Pursuit Dynamics, the UK company developing new steam-based fluid processing systems, claimed its technology is well placed to make breakthroughs in a range of industries.
The Hertfordshire-based company, which has just launched an integrated processing system aimed at the food industry, said sectors ranging from paper production to fire safety are also firmly on its radar.
Pursuit’s PDX technology uses steam to generate a supersonic energy ‘shockwave’ that it claims can be harnessed to transport or mix material more efficiently than existing alternatives.
The company this week announced a 2004 loss after tax of £1.9m, a bigger deficit than in 2003, which Pursuit said reflected the extra investment required to bring its technology to commercialisation.
Highlights of the last year include the adoption of PDX by Welcome Food Ingredients and Coca-Cola, and the launch of the PDX Sonic 25 food processing system.
John Heathcote, chief executive, said: ‘With the help of potential customers we are currently supporting pre-production trials of the PDX system in the paper and brewing industries.
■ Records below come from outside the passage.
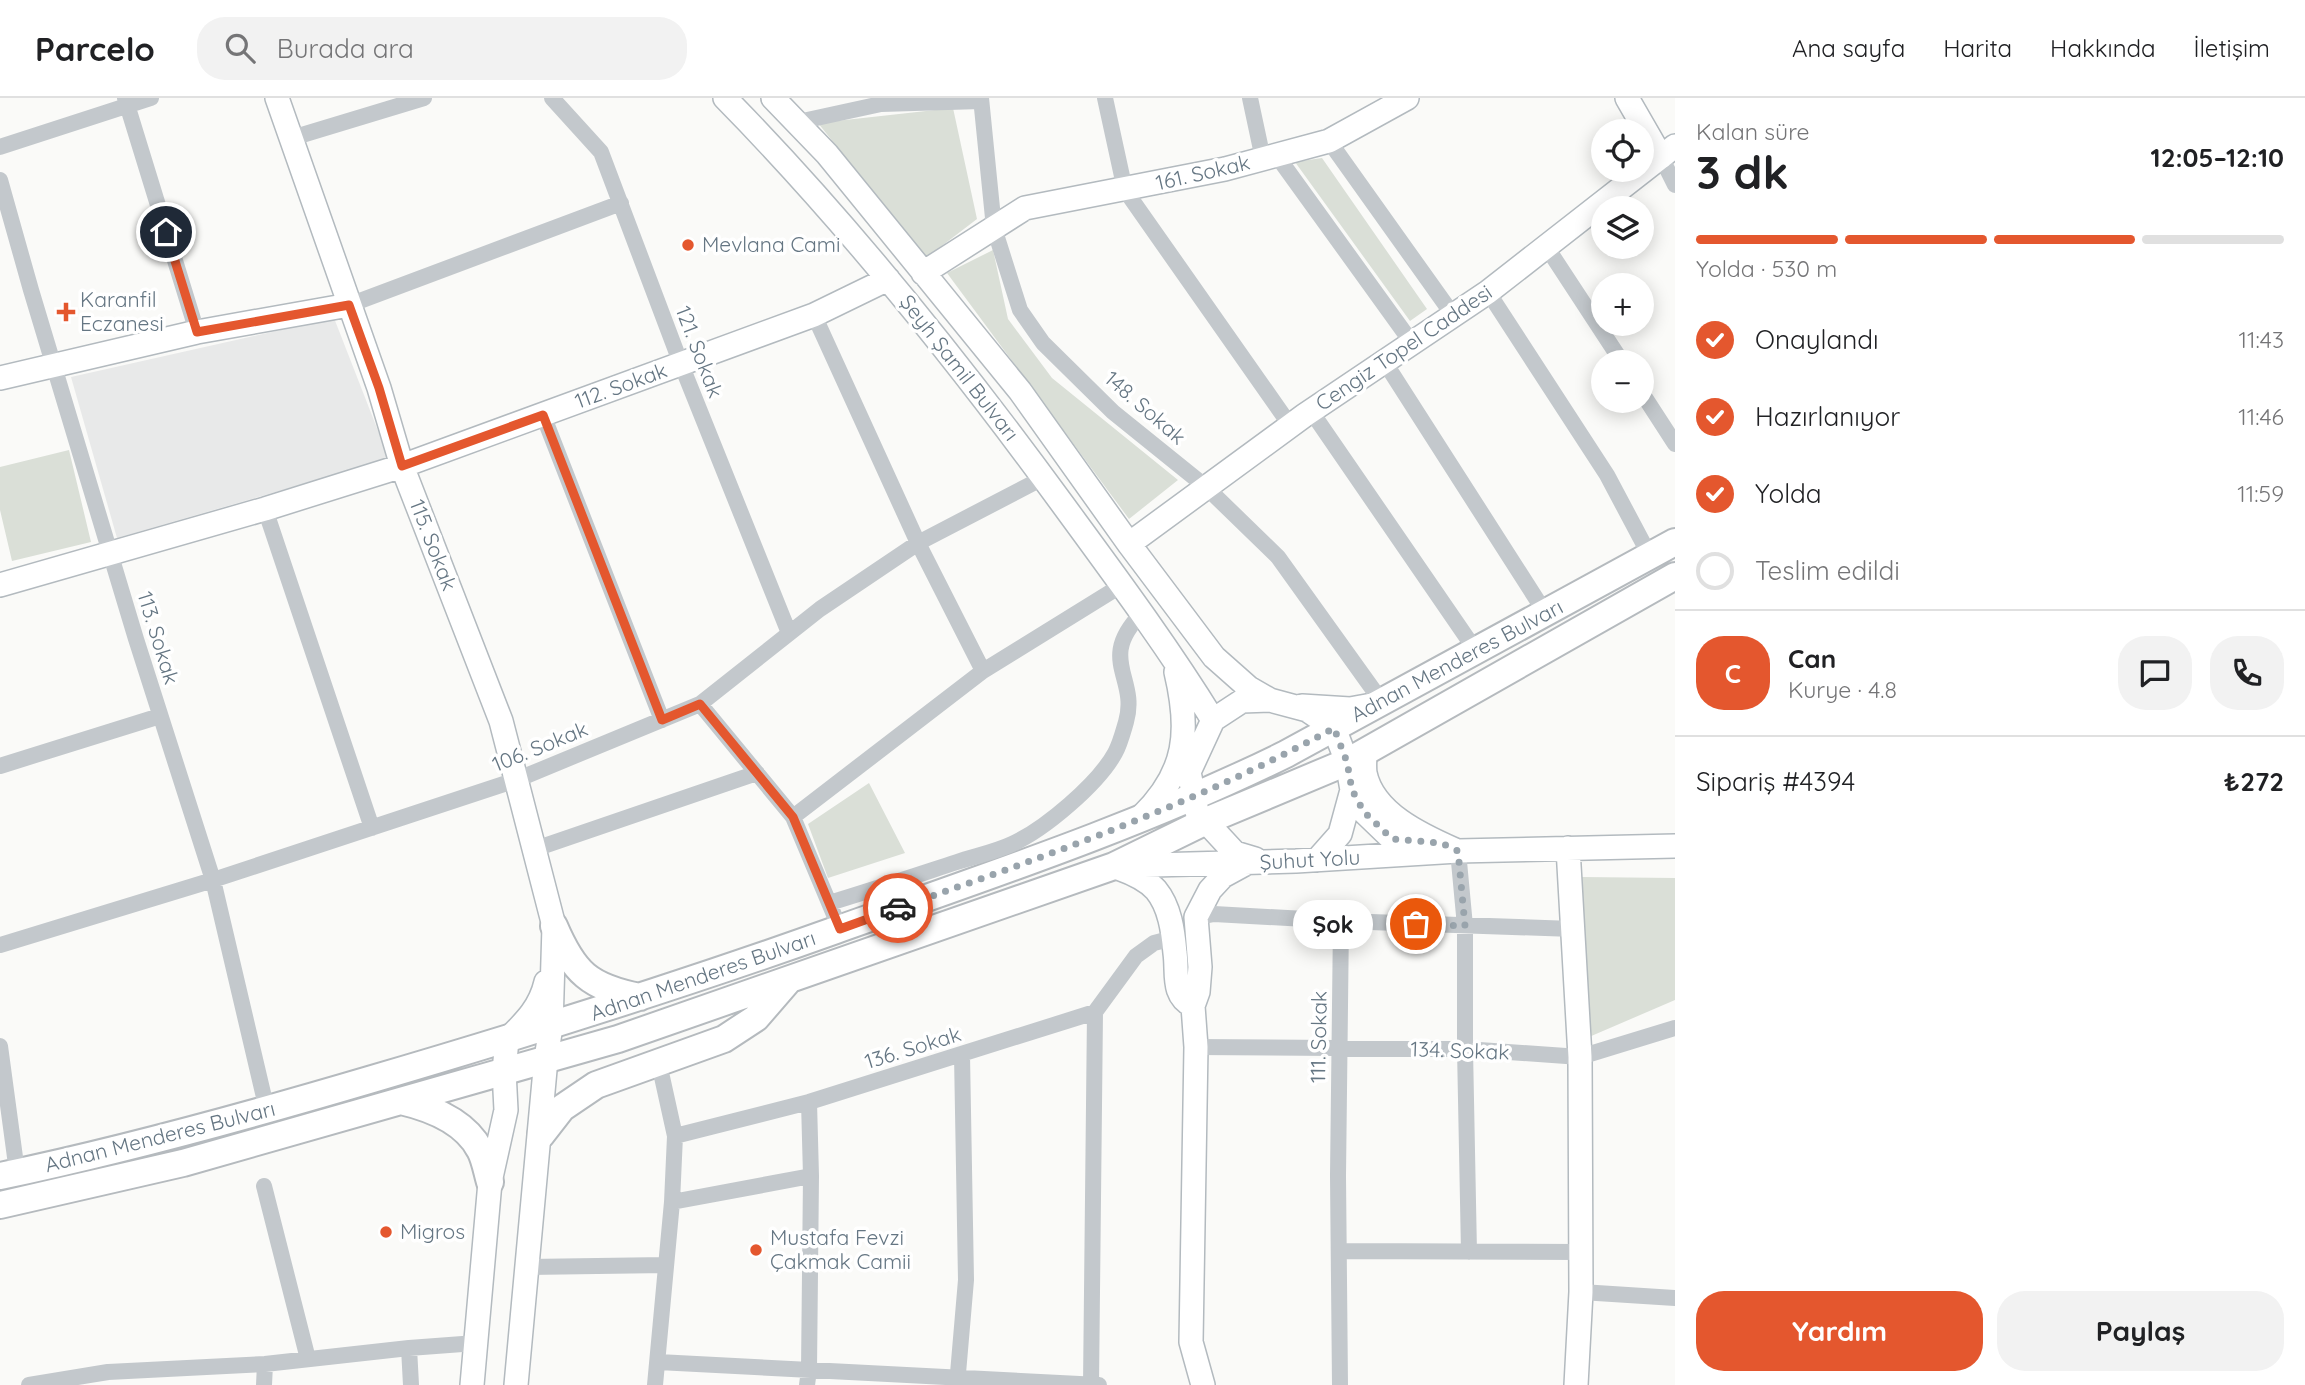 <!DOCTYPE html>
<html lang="tr">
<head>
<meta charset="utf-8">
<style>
  body { margin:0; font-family:Quicksand,sans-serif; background:#f2f2f2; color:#202124; height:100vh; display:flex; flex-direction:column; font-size:26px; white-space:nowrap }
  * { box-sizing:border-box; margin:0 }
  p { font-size:23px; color:#757577 }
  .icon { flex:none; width:38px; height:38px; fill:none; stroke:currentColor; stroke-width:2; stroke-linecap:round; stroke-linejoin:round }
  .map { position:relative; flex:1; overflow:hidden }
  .side { display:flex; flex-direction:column; background:#fff; width:630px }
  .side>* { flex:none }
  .buttons { position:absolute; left:1591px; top:21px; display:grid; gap:14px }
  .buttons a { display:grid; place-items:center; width:63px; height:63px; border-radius:50%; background:#fff; box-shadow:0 4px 18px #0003; font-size:35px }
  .pin { position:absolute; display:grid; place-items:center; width:60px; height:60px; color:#fff; margin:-30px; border:4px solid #fff; border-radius:50%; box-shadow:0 2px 7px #0007 }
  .courier { position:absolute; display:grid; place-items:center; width:70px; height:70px; margin:-35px; border:5px solid #e4572e; border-radius:50%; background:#fff; color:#222; box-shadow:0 2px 9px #0007 }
  .bubble { position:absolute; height:49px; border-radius:24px; background:#fff; box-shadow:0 4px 18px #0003; font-size:23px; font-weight:700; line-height:49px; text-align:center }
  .overview em { font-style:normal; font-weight:700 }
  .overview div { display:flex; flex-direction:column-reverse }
  .overview { display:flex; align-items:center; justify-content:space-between; height:119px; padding:0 21px }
  h1 { font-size:46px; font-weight:700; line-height:52px }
  .bar { display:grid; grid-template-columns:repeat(4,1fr); gap:10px 7px; align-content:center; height:84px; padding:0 21px }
  .bar i { height:9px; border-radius:5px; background:#e0e0e0 }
  .bar .on { background:#e4572e }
  .bar p { grid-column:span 4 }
  .line { display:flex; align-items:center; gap:18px; padding:0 21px; border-top:2px solid #e0e0e0 }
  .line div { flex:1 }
  .round { display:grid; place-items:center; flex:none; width:74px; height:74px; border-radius:28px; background:#f2f2f2 }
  ol { padding:0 21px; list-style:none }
  li { display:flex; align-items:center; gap:21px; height:77px }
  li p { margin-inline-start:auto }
  li .icon { padding:7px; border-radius:50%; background:#e4572e; color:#fff; stroke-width:4 }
  li:last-child { color:#757577 }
  li i { width:38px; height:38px; border:4px solid #e0e0e0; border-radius:50% }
  .button { display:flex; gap:14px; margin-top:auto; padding:14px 21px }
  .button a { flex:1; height:80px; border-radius:28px; background:#e4572e; color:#fff; font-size:28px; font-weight:700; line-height:80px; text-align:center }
  .button a+a { background:#f2f2f2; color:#202124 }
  header { display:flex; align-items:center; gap:42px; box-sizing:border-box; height:98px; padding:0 35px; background:#fff; border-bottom:2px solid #e0e0e0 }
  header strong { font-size:33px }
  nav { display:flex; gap:38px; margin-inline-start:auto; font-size:24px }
  .search { width:490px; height:63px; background:#f2f2f2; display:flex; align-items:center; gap:18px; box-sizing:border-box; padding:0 24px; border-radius:28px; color:#757577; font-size:26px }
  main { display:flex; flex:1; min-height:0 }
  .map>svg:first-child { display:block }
</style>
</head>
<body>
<header>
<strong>Parcelo</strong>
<div class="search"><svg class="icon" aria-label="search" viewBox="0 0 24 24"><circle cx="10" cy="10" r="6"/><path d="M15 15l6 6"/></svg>Burada ara</div>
<nav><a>Ana sayfa</a><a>Harita</a><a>Hakkında</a><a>İletişim</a></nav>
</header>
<main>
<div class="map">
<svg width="1675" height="1287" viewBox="0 0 1675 1287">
  <rect width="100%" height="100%" fill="#fafaf8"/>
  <!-- built -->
  <path fill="#e8e9e9" d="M334 220 389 361 117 440 71 279Z"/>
  <!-- green -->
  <path fill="#dadfd7" d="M953 10 977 121 926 160 818 25Z
    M1322 60 1427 211 1410 223 1295 64Z
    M993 152 1008 221 1052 280 1178 382 1129 421 947 175Z
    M69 352 91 444 12 463 0 412V369Z
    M869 685 905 755 828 780 808 726Z
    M1582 779 1675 780V902L1589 939Z"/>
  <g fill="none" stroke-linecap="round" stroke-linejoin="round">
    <!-- secondary casing -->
    <g stroke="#b3babf" stroke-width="26">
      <path id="secondary" d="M277 0 379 290 402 368 501 623 554 828 551 928 546 961 516 1287
        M725 0C848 125 958 263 1061 404 1113 475 1166 546 1213 622
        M773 0 827 56 1020 293 1129 446 1214 559 1249 590 1270 602
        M1627 0 1661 59
        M923 175 1025 110 1225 71 1329 43 1407 0
        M0 280 197 234 349 207
        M1129 446 1305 317 1488 194 1675 48
        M0 487 265 411 402 368 814 217 888 181
        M1302 608 1350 611 1372 607
        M1365 653C1365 660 1364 668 1365 675 1373 715 1421 737 1455 752
        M1352 692 1364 714 1392 741 1424 744
        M1142 718C1187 674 1190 633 1176 574
        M1568 750 1580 959 1581 1194 1576 1287
        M1255 761 1235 755 1197 714 1189 674 1213 622 1242 603 1270 602 1307 612 1334 630 1347 664 1352 692 1340 736 1317 762
        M1117 768 1296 763 1458 753 1675 748
        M1118 770C1132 775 1146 781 1156 792 1170 809 1173 833 1175 855 1178 875 1171 897 1193 908
        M472 1287 490 1084 506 1012 504 973 507 942C525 924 540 910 546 884
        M1203 1287 1191 1244 1196 949 1193 908 1198 894 1200 869 1196 819 1210 792 1223 778 1245 766"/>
    </g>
    <!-- primary casing -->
    <g stroke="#b5babe" stroke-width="30">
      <path id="primary" d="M554 828C574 875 589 889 640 899
        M401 1003C431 1010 465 1023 480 1052 485 1061 487 1074 490 1084
        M541 1037 562 1010 596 987 724 941 756 920 788 883
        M0 1078C125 1052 247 1018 369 982 526 936 682 887 836 832 988 778 1142 727 1286 656L1675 444
        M0 1107 183 1065 618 941 1114 768 1206 723 1347 664 1675 478"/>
    </g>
    <!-- street -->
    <path stroke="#c3c8cc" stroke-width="16" d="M125 0 197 234
      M552 0 601 54 681 266 789 535
      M981 0 994 130 1020 212 1043 245 1113 314 1206 389 1278 459 1382 604
      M1105 0 1125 92 1290 327
      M1250 0 1263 61
      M798 24 881 6 981 3
      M292 40 424 0
      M1329 43 1453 217
      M0 49 151 0
      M1277 58 1412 245
      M1661 59 1675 87
      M0 82 31 192 136 541 213 782 267 1012
      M1546 148 1622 264
      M1488 194 1607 377 1650 458
      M349 207 621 105
      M814 217 918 445 983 573
      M1384 263 1546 516
      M1642 295 1675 346
      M1311 313 1476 553
      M543 317 662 622
      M265 411 372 730
      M700 606 793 719 840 831
      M0 668 160 618
      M793 719 983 573 1122 487
      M535 751 757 675
      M1458 753 1465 828V951L1469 1154
      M829 805C872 792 914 778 957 764 975 758 995 754 1012 746 1045 731 1098 686 1115 655 1120 646 1123 634 1126 624 1139 579 1096 562 1142 515
      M1204 818 1214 816 1341 823
      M0 847 213 782 516 682 700 606 820 511 918 445 1043 380
      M0 948 17 1074
      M1196 949 1465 951 1580 959 1675 930
      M675 1038 809 1004 1095 914 1136 858 1154 845 1173 840
      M264 1088 308 1261
      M672 1104 811 1078
      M1339 1153 1580 1154
      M528 1169 666 1167
      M1581 1194 1675 1200
      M409 1250 411 1287
      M658 1264 1099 1287
      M29 1287 108 1274 265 1266 409 1250 476 1245
      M264 1287 265 1266
      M655 1287 672 1104 675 1038 662 979
      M807 1287 809 1272 811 1078 809 1004
      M957 1287 966 1182 962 957
      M1091 1287 1095 914
      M1340 1287 1338 1078 1341 823 1573 831"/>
    <!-- secondary -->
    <use href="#secondary" stroke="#fff" stroke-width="23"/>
    <!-- primary -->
    <use href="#primary" stroke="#fff" stroke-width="26"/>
  </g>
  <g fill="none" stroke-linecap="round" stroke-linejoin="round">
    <!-- done -->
    <path stroke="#99a4ac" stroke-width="7" stroke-dasharray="0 12.6" d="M898 810C1046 758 1196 706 1334 630L1347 664 1352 692 1364 714 1392 741 1441 745 1458 753 1465 828 1416 826"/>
    <!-- route -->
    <path stroke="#e4572e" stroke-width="9" d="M166 134 197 234 349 207 379 290 402 368 543 317 662 622 700 606 793 719 840 831 898 810"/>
  </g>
  <!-- markers -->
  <g fill="#e4572e" stroke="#fff" stroke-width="2.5">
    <circle cx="688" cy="147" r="7"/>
    <path d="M62.5 203.5h7v7h7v7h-7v7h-7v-7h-7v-7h7z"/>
    <circle cx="386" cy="1134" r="7"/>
    <circle cx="756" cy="1152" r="7"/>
  </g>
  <g text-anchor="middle" stroke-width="7" stroke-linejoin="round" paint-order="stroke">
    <!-- street labels -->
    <g font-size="21" fill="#657683" stroke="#fff">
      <text transform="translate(1203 75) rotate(-13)" y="7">161. Sokak</text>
      <text transform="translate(1404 250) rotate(-34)" y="7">Cengiz Topel Caddesi</text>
      <text transform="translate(699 254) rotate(69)" y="7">121. Sokak</text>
      <text transform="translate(959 270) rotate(52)" y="7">Şeyh Şamil Bulvarı</text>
      <text transform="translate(621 288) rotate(-20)" y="7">112. Sokak</text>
      <text transform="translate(1145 310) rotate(41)" y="7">148. Sokak</text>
      <text transform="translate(433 447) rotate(69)" y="7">115. Sokak</text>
      <text transform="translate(158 540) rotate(73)" y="7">113. Sokak</text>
      <text transform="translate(1457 563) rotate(-28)" y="7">Adnan Menderes Bulvarı</text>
      <text transform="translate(540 649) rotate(-22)" y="7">106. Sokak</text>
      <text transform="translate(1310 762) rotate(-3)" y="7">Şuhut Yolu</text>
      <text transform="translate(703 878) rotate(-19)" y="7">Adnan Menderes Bulvarı</text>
      <text transform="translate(1319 939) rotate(-89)" y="7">111. Sokak</text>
      <text transform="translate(913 950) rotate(-17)" y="7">136. Sokak</text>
      <text transform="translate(1460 953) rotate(2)" y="7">134. Sokak</text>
      <text transform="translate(160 1039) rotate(-14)" y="7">Adnan Menderes Bulvarı</text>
    </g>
    <!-- poi labels -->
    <g font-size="21" fill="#657683" stroke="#fff" text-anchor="start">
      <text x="702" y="154">Mevlana Cami</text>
      <text x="80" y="209">Karanfil<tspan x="80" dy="24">Eczanesi</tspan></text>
      <text x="400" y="1141">Migros</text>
      <text x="770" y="1147">Mustafa Fevzi<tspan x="770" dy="24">Çakmak Camii</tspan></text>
    </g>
  </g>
</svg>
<div class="buttons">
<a><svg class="icon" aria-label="locate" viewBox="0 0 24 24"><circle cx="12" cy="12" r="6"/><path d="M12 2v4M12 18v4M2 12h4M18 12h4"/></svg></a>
<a><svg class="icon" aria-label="layers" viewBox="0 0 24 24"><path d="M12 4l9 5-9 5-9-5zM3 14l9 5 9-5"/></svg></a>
<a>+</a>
<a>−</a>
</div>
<div class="pin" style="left:1416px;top:826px;background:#ea580c"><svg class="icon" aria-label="bag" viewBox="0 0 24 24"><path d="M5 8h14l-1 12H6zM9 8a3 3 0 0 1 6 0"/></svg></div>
<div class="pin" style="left:166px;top:134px;background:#1f2937"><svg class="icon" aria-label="home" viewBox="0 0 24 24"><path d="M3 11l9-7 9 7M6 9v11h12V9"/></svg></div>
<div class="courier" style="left:898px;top:810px"><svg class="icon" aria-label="car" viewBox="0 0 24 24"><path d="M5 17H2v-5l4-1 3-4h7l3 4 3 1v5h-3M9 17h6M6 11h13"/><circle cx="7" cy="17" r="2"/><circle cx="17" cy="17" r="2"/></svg></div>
<div class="bubble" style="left:1293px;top:802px;width:80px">Şok</div>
</div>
<section class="side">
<div class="overview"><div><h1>3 dk</h1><p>Kalan süre</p></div><em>12:05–12:10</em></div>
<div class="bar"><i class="on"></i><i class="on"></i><i class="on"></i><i></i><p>Yolda · 530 m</p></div>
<ol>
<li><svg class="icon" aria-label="check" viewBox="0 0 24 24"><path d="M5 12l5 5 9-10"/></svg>Onaylandı<p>11:43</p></li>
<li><svg class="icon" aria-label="check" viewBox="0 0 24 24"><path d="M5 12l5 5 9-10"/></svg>Hazırlanıyor<p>11:46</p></li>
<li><svg class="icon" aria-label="check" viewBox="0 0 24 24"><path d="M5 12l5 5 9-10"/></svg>Yolda<p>11:59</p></li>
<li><i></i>Teslim edildi</li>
</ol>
<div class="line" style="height:126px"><b class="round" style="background:#e4572e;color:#fff">C</b><div><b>Can</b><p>Kurye · 4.8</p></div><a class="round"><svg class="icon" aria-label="chat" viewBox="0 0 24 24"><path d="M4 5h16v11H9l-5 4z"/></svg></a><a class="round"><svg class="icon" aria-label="phone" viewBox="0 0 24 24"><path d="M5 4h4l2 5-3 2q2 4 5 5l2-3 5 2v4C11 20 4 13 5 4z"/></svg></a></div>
<div class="line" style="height:91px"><div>Sipariş #4394</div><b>₺272</b></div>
<div class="button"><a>Yardım</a><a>Paylaş</a></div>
</section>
</main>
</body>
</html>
These will conclude in 2005, and if successful will result in the roll-out of new products later in the year.’
According to Heathcote, one particularly promising potential application for PDX is the fire safety industry. The company has completed a one-year development programme of a PDX-based system called FireMist, which it claimed produced smaller water droplets in greater volume than other fire protection products. The project culminated in successful live trials in Sweden at the end of last year, said Heathcote, who claimed FireMist had attracted the attention of OEMs and government agencies around the world.
Heathcote said Pursuit was also establishing an international distribution network to help it make progress in the various industries it has identified as promising.